╭─ DATASET EXTRACT

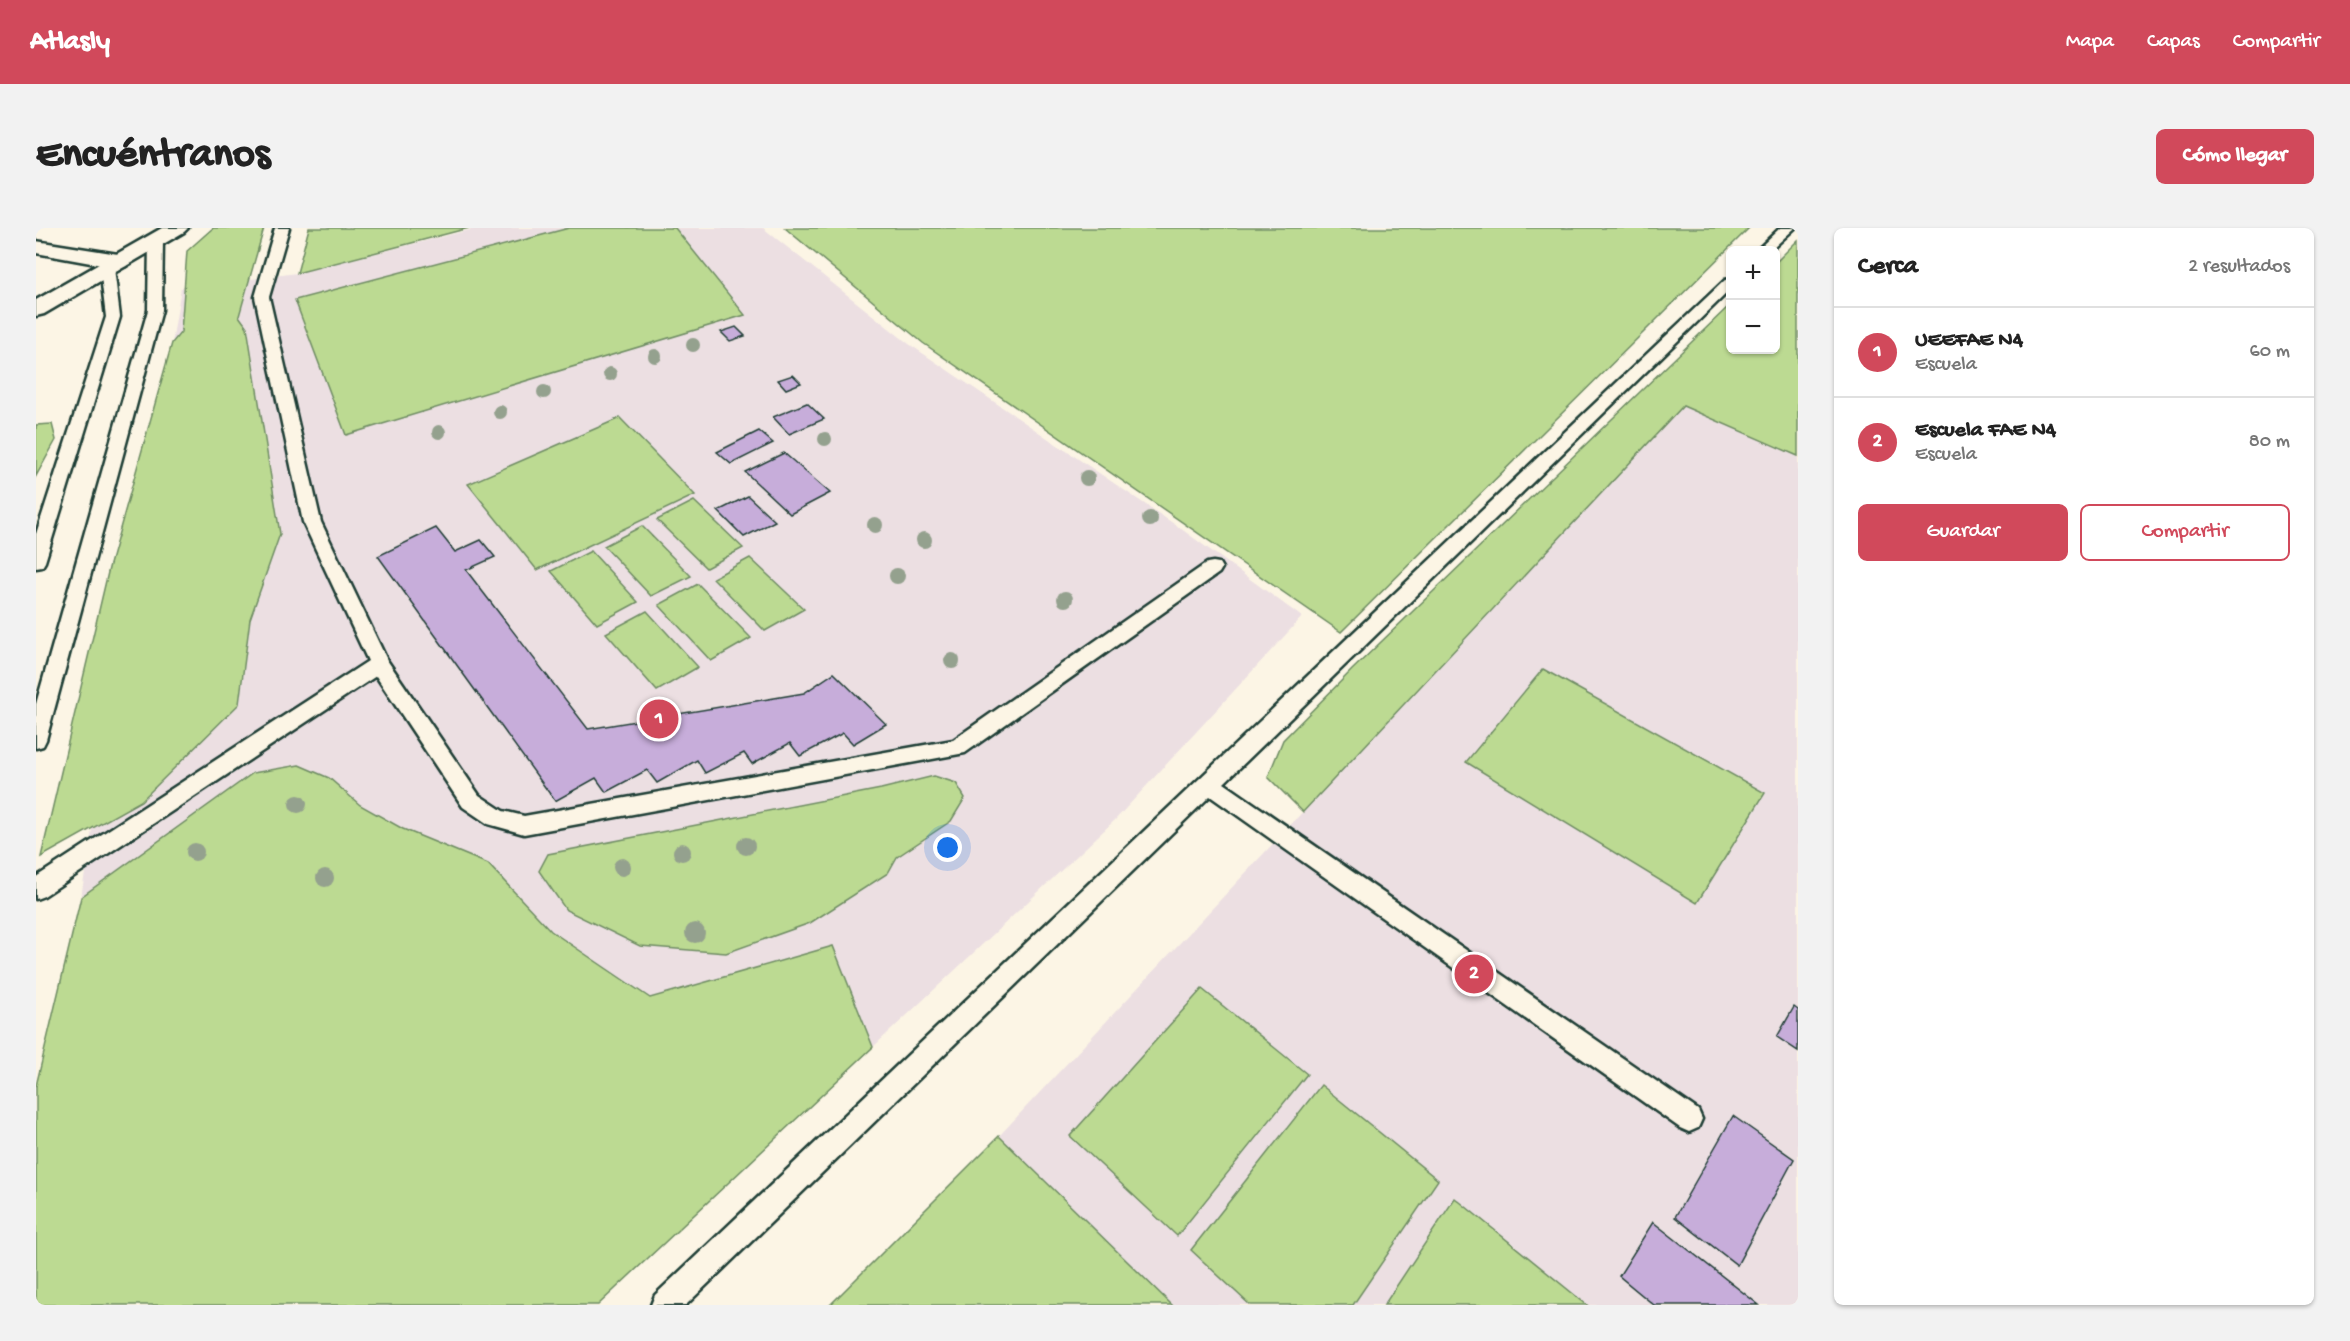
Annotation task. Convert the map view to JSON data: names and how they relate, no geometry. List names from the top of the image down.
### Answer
{
  "page": {
    "header": "Atlasly",
    "nav": ["Mapa", "Capas", "Compartir"],
    "buttons": [
      "Cómo llegar",
      ["Guardar", "Compartir"]
    ],
    "title": "Encuéntranos",
    "heading": ["Cerca", "2 resultados"],
    "map_buttons": ["+", "−"],
    "list": [
      {
        "mark": "1",
        "name": "UEEFAE N4",
        "note": "Escuela",
        "value": "60 m"
      },
      {
        "mark": "2",
        "name": "Escuela FAE N4",
        "note": "Escuela",
        "value": "80 m"
      }
    ],
    "pins": ["1", "2"]
  }
}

╰─

Without including any pictures, please restate all the records exactly.

Annotation task. Convert the map view to JSON data: names and how they relate, no geometry. List names from the top of the image down.
### Answer
{
  "page": {
    "header": "Atlasly",
    "nav": ["Mapa", "Capas", "Compartir"],
    "buttons": [
      "Cómo llegar",
      ["Guardar", "Compartir"]
    ],
    "title": "Encuéntranos",
    "heading": ["Cerca", "2 resultados"],
    "map_buttons": ["+", "−"],
    "list": [
      {
        "mark": "1",
        "name": "UEEFAE N4",
        "note": "Escuela",
        "value": "60 m"
      },
      {
        "mark": "2",
        "name": "Escuela FAE N4",
        "note": "Escuela",
        "value": "80 m"
      }
    ],
    "pins": ["1", "2"]
  }
}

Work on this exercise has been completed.